Feb. 14th, 2010

ellenkushner: (INTERFICTIONS)
I don't read any blogs regularly (like you hadn't guessed that!), not even my LJ FList . . . but I'd be a fool not to check my RSS feed of Small Beer Press's Not a Journal on occasion. (They are, after all, my publisher - and the publisher of many great interstitial artists). There I found an interview with our new NYC friend Daniel Rabuzzi (who's just joined the IAF Working Group), talking about his influences for his new novel, The Choir Boats. (Full disclosure: I bought a copy at the Montreal Worldcon pub party, but haven't read it yet. Paul Witcover gave it a great review, though!)

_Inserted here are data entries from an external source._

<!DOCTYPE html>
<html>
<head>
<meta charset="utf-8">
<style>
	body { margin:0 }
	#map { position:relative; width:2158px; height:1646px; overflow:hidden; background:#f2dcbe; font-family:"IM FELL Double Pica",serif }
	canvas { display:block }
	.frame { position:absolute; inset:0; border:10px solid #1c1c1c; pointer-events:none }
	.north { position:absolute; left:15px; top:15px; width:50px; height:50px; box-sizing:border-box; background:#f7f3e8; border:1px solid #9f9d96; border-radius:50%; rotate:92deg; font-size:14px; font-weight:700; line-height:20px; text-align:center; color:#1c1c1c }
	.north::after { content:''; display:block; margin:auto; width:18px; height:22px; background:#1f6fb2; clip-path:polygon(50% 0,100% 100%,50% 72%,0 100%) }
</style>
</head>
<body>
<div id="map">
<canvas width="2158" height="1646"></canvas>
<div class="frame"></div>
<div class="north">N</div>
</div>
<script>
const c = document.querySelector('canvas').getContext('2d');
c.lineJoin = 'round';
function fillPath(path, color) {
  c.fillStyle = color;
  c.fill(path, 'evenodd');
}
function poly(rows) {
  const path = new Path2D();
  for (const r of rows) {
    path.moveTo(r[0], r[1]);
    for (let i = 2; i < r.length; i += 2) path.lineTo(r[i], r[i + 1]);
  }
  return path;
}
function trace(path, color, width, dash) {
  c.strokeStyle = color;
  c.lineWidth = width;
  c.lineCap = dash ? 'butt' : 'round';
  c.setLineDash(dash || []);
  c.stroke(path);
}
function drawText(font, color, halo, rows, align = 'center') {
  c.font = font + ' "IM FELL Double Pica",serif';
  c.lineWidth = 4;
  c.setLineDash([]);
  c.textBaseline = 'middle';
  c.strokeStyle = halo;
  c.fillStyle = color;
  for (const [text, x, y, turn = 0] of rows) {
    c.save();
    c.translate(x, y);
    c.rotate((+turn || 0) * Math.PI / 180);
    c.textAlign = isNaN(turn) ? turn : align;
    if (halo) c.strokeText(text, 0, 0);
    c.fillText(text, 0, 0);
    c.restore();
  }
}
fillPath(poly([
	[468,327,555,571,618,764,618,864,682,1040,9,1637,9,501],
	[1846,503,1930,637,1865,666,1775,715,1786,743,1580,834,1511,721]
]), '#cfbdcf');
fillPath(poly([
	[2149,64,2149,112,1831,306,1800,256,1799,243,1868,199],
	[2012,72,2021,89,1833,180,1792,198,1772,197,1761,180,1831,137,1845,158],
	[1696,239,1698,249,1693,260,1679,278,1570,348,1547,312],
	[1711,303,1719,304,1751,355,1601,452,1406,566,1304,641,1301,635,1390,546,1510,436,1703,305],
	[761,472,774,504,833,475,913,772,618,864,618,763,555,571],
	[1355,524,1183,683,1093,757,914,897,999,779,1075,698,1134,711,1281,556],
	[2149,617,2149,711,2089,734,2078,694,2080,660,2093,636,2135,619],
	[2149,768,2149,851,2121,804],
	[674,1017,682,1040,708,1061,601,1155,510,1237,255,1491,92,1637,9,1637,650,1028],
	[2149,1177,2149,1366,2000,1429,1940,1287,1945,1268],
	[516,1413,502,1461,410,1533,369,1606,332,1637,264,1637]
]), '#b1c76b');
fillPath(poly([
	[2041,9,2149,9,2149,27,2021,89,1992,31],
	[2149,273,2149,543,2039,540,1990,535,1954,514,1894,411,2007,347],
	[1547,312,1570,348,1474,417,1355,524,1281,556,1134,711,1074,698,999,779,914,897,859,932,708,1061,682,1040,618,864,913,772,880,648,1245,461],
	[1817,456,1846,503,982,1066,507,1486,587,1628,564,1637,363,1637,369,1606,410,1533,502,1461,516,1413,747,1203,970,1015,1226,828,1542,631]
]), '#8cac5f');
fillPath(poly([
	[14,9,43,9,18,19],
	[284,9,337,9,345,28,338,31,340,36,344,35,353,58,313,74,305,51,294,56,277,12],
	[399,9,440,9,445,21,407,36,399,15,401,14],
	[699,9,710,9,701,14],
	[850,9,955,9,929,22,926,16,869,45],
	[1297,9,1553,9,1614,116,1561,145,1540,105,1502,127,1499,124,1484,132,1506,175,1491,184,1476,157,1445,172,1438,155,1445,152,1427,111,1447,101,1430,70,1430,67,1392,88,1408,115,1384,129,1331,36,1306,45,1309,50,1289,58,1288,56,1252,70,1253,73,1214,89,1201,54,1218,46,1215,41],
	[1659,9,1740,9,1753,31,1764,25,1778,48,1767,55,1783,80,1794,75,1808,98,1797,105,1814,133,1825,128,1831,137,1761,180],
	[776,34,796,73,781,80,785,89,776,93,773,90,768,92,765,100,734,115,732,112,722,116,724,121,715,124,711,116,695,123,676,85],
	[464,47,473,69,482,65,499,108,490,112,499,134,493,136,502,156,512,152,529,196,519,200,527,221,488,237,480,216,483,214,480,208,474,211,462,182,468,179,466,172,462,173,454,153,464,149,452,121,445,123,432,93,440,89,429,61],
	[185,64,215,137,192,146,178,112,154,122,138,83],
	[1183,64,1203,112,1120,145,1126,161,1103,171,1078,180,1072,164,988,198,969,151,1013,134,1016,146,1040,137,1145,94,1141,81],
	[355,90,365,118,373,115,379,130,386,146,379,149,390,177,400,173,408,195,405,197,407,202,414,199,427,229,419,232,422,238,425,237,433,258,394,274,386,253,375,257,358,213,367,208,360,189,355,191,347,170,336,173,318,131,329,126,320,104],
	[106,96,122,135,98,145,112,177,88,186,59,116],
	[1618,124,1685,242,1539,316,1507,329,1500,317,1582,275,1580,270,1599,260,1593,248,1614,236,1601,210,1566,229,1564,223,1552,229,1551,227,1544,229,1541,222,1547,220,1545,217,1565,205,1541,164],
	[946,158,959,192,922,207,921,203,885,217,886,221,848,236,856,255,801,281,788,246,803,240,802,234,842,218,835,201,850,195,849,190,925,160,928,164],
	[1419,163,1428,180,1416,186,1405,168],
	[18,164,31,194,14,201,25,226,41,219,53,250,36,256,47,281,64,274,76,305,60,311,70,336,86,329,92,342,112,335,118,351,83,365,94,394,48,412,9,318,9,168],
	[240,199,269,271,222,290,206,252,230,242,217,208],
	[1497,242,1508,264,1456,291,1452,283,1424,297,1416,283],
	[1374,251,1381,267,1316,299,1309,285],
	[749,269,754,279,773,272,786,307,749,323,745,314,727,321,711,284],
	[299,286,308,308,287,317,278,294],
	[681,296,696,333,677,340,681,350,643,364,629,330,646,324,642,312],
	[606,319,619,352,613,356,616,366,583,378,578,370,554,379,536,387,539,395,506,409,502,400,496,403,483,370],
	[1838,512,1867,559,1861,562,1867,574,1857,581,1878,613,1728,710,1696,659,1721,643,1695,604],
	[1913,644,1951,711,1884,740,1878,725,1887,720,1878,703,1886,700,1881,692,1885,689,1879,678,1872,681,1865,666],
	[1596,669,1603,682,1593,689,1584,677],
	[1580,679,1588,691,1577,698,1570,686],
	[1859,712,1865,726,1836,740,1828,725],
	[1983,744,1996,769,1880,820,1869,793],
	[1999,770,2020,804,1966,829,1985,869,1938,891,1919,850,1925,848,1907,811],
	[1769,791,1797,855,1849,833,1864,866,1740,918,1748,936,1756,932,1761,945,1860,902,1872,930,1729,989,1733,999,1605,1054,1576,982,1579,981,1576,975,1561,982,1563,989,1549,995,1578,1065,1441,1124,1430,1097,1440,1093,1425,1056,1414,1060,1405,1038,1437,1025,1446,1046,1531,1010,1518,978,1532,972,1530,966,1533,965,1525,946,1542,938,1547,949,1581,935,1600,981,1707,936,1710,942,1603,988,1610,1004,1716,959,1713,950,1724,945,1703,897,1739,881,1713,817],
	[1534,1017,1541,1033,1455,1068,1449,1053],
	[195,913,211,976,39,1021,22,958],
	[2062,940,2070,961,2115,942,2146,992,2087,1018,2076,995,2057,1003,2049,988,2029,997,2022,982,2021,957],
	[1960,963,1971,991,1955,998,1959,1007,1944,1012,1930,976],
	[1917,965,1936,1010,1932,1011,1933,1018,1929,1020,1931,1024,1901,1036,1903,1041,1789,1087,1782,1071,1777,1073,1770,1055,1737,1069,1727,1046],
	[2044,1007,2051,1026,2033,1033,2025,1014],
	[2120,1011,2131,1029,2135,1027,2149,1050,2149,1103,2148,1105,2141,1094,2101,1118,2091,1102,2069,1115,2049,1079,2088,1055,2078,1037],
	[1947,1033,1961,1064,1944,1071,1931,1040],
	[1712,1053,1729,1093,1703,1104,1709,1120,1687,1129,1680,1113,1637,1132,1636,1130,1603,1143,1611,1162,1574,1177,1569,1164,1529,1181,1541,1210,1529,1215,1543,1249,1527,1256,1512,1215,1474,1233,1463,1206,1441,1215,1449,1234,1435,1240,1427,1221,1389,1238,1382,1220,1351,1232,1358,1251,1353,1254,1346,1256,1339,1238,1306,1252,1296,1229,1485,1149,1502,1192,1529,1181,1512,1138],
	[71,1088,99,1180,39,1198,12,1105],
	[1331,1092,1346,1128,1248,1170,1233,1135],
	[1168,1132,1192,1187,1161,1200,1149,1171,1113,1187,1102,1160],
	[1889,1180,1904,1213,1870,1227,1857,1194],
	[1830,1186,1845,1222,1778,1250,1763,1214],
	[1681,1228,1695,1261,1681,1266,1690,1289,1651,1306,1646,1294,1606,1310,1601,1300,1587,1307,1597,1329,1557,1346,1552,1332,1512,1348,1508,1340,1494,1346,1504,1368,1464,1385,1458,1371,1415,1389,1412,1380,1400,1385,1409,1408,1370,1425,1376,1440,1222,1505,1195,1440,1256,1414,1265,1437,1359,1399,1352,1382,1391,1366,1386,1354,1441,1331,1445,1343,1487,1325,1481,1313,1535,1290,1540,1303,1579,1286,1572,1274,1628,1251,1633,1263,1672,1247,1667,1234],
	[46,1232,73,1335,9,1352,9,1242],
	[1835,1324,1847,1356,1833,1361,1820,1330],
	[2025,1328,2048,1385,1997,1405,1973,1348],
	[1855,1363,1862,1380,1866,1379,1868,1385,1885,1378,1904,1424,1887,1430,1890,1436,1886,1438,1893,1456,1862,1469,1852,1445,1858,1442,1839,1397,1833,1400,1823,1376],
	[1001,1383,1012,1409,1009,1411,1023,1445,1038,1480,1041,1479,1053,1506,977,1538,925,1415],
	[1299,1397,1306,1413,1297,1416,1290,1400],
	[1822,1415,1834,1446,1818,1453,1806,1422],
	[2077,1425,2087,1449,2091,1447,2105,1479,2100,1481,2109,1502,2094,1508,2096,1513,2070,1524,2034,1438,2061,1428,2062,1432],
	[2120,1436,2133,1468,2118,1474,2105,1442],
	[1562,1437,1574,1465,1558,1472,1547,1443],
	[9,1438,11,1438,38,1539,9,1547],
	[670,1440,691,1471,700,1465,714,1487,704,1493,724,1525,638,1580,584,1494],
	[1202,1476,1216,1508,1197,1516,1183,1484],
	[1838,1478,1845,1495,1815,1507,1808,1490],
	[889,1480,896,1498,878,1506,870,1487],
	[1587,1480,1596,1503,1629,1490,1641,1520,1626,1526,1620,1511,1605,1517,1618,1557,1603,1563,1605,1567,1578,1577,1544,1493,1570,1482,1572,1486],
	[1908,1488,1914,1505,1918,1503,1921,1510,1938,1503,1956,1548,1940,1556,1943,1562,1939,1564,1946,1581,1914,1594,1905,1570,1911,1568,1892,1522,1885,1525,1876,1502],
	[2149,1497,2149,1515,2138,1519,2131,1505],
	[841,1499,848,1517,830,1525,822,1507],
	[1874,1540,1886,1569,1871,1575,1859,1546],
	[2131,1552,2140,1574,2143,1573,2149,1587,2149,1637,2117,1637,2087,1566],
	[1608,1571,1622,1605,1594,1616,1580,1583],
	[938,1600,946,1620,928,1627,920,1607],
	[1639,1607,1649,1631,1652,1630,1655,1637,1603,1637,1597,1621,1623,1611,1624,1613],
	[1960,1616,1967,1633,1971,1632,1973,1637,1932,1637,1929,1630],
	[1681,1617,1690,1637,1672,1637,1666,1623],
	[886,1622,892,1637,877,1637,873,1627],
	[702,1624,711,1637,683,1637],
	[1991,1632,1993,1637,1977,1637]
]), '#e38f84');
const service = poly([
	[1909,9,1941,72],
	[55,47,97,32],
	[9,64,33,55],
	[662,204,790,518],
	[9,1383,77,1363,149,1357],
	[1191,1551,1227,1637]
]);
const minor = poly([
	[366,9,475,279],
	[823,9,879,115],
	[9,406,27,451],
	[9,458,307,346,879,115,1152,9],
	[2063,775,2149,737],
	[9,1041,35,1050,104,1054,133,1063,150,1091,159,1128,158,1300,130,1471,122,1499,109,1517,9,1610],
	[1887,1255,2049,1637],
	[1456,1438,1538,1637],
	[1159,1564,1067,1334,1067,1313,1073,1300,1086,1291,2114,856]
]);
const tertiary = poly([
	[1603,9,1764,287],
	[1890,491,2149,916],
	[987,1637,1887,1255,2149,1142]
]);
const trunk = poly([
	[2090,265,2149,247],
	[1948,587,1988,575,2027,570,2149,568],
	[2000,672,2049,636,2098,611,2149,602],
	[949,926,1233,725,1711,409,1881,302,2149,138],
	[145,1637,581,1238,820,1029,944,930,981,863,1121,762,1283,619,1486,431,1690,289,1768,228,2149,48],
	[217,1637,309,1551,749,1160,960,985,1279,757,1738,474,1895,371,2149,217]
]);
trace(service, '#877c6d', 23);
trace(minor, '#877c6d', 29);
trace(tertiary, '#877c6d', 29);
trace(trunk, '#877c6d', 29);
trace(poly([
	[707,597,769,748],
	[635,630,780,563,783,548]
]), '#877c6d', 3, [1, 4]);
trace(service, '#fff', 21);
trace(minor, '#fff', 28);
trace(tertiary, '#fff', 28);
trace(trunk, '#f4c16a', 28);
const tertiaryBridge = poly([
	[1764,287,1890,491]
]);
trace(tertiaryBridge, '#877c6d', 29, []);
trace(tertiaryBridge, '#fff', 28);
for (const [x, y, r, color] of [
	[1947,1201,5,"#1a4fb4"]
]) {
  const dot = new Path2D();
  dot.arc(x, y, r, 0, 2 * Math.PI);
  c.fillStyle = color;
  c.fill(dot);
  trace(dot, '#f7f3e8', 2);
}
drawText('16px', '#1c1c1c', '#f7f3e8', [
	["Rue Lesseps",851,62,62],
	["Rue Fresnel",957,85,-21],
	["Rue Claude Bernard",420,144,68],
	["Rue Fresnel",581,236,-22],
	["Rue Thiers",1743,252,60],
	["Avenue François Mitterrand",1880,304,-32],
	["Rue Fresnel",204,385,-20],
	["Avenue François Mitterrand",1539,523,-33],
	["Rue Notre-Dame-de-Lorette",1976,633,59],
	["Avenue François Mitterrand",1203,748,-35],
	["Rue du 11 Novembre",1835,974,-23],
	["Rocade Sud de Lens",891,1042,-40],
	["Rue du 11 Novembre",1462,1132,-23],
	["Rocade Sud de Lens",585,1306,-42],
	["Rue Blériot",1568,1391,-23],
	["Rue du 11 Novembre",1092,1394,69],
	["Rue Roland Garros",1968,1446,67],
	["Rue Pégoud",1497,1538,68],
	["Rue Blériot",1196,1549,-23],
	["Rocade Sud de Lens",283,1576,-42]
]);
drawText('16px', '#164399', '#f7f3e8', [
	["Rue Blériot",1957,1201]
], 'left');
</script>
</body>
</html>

I was tickled to death to find myself in a list of his favorite writers - especially as it came at the end, after faves of my own like Austen, Dickens, Le Guin, P. Dickinson, T. Goss, S. Clarke ... (just when I had begun to despair) - in the same sentence as Greer Gilman, as "the pioneers here, their wordplay (simultaneously lush and incisive) an inspiration to the most recent cohort. " Gosh. Cool.
ellenkushner: (Default)
Yes, I am cleaning out/up my open web pages (see under: "You want to do something with this so don't close it or you'll forget") . . . here's another one:

I was on a terrific panel on Diction in Fantasy at Montreal Worldcon in Sept. 09 with Guy Kay, David Anthony Durham, Pat Rothfuss & Mark Gascoigne (no, I wasn't the Token Girl. The panel did not in fact have any girls assigned to it. I was having tea with Guy in the Green Room, and said I wished I'd been put on that panel as it is exactly the sort of thing I like to talk about, and Guy - as moderator - said, "Well come on, then!" So I did). I just discovered that a kindly man* took notes, and posted the gist of what was a very interesting conversation - the kind you always hope a panel will be, but so seldom actually is. I credit Guy as Best Moderator Ever, and the other panelists for all-around brilliance. We really got a chance to chew on some big ideas.

Here's the link.

*Niall Harrison of the editorial staff of Vector, the critical journal of the British Science Fiction Association, on the Vector Blog. Thank you, Niall!